Republicans Choose Political Games over Roads and Bridges
Senate DFLers stand together for real progress on transportation funding
SAINT PAUL, Minn. — Senate Republicans today attempted a political trick to block essential transportation funding. The 32 members of the Senate DFL refused to allow Republican games to derail the process and voted no on a bait amendment intended to disrupt budget negotiations in the final weeks of the 2019 Legislative Session
“We’re not here to take the Republican bait and hamper negotiations with Governor Walz and the House majority,” said Senate DFL Leader Tom Bakk, DFL-Cook. “There are 19 days left this session. It’s time for the games to end and the Senate Republicans to get serious about bringing this session to a close in a constructive and timely way.”
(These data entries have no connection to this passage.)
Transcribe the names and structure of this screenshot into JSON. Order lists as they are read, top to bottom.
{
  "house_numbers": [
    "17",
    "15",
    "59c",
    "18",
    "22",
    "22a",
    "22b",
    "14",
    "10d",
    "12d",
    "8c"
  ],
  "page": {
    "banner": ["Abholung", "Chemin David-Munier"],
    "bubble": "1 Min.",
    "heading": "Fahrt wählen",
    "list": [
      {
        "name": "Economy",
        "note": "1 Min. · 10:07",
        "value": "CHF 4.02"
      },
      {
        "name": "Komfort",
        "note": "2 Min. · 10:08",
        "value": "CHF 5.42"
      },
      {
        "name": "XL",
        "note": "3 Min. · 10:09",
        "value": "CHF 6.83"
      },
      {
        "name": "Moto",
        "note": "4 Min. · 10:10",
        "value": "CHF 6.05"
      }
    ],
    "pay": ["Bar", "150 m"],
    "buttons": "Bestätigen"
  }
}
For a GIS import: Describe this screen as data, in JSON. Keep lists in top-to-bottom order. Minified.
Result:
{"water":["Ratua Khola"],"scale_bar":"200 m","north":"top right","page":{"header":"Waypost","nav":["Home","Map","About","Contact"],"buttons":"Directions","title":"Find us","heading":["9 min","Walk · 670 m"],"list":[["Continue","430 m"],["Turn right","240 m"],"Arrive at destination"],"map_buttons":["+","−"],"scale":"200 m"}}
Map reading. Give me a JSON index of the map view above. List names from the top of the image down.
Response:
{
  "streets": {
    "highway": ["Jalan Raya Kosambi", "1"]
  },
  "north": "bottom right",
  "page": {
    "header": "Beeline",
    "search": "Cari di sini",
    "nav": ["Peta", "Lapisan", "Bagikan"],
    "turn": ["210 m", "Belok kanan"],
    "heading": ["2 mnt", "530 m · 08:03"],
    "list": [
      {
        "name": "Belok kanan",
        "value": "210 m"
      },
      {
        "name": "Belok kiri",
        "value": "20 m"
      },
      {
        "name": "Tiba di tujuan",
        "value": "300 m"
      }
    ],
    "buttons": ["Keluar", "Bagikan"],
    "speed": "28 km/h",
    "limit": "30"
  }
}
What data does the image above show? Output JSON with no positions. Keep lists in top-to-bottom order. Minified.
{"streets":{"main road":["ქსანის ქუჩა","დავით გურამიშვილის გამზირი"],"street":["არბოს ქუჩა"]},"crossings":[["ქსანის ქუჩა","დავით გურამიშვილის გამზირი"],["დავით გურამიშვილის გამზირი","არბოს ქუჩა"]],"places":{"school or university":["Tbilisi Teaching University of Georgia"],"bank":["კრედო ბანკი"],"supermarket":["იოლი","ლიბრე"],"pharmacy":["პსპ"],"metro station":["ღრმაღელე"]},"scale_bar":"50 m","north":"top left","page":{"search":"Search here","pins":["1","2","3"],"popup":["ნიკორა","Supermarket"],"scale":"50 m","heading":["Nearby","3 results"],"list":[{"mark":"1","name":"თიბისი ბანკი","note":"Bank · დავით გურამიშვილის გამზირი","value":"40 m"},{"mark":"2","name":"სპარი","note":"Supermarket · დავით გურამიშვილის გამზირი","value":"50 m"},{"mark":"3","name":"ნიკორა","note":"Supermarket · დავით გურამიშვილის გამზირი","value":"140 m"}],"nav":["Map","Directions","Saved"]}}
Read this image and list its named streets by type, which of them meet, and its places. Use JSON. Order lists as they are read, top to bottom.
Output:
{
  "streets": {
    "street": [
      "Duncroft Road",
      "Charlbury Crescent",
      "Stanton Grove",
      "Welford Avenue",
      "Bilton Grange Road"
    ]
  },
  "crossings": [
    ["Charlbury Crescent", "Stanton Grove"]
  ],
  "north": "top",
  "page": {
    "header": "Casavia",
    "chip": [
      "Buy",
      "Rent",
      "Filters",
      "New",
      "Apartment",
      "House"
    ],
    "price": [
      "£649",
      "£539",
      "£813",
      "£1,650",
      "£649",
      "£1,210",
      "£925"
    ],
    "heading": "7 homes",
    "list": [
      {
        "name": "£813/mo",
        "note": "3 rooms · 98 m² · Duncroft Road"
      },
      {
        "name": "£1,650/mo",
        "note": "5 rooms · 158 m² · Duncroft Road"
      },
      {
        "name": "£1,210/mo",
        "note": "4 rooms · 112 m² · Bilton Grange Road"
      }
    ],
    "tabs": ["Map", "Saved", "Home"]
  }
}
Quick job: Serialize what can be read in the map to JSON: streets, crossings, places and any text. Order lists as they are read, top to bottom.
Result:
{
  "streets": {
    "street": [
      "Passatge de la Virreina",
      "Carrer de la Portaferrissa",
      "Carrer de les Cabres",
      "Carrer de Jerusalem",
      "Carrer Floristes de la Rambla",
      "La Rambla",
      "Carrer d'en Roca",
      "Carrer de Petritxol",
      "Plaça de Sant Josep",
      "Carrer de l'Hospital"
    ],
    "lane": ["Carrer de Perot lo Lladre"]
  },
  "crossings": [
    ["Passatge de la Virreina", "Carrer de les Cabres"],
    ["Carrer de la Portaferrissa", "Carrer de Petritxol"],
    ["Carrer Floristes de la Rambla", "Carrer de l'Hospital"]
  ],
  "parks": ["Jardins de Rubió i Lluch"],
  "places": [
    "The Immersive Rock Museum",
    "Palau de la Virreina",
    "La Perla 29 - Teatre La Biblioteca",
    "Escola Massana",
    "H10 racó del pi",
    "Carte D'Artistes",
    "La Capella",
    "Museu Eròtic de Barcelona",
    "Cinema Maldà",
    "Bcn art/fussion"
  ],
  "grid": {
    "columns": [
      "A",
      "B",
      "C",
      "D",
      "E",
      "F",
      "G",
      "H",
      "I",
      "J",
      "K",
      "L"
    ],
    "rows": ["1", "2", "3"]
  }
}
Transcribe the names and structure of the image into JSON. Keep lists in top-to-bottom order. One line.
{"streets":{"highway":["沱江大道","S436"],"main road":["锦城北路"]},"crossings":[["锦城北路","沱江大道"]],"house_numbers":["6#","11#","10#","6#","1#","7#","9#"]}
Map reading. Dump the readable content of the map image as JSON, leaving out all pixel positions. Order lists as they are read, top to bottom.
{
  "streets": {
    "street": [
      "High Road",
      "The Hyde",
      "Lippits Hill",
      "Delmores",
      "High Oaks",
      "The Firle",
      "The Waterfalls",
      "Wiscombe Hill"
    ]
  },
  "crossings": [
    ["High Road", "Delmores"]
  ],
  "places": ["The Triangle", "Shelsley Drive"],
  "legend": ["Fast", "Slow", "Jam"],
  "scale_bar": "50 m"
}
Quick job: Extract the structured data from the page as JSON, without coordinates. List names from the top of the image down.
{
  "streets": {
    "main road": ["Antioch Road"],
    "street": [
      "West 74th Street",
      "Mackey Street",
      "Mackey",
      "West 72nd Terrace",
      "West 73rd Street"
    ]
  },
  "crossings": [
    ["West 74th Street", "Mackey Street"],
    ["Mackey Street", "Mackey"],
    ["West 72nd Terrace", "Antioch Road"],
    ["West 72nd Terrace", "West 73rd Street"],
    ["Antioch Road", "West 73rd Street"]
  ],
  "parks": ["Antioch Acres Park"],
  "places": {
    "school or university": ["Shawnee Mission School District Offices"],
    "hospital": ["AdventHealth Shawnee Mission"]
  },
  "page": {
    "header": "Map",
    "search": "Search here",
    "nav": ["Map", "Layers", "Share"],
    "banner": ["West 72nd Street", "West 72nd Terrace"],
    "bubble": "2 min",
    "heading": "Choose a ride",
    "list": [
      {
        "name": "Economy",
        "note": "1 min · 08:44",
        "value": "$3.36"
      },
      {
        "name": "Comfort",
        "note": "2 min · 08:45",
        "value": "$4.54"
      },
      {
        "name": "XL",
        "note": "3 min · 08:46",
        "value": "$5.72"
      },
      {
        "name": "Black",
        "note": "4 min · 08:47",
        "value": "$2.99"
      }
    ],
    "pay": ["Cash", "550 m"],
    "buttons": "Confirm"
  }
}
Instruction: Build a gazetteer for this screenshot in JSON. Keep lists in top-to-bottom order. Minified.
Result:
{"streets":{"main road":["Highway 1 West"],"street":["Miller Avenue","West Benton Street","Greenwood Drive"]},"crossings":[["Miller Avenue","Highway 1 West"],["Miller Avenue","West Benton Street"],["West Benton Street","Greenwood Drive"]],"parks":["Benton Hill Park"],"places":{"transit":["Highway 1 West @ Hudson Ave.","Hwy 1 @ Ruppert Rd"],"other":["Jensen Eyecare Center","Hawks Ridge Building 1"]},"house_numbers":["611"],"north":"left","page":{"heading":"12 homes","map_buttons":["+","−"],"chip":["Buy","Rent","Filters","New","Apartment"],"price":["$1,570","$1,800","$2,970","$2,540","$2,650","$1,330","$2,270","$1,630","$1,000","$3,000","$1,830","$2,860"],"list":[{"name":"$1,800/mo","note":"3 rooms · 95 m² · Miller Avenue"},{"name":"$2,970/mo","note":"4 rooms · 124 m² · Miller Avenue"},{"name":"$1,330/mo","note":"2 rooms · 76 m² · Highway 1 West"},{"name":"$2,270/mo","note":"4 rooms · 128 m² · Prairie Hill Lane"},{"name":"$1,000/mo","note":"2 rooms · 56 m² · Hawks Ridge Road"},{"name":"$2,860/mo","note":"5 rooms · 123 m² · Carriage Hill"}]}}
The Walz budget includes an annual 5-cent increase in the gas tax up to 20 cents. The House DFL majority passed a transportation omnibus bill with a similar proposal. While a handful of individual Senate Republicans have spoken in favor of considering a gas tax increase, Senate Republicans are now attempting to use their refusal to increase revenue as a negotiating tactic.
“If you compare fuel tax revenue per penny per lane mile, we’re 40th in the nation,” said Sen. Scott Dibble, DFL-Minneapolis, who serves as DFL lead on the Senate Transportation Committee. “Without additional investment, our roads and bridges will deteriorate even more, and people who rely on transit will be left completely out. Saying ‘no’ isn’t an acceptable solution.”
Minnesota roads have a D+ rating. Roads and bridges across the state are crumbling and transit cannot keep up with the needs of a growing metro population. At least 50% of Minnesota roads are more than 50 years old and the longer the legislature waits to fund critical transportation projects, the more expensive they get.
“I encourage the Majority Leader and Sen. Newman to engage with the governor in a serious way and come back with a proposal that could make some real progress on roads, bridges, and transit in Minnesota,” added Bakk. “We’re ready to vote on that when they do.”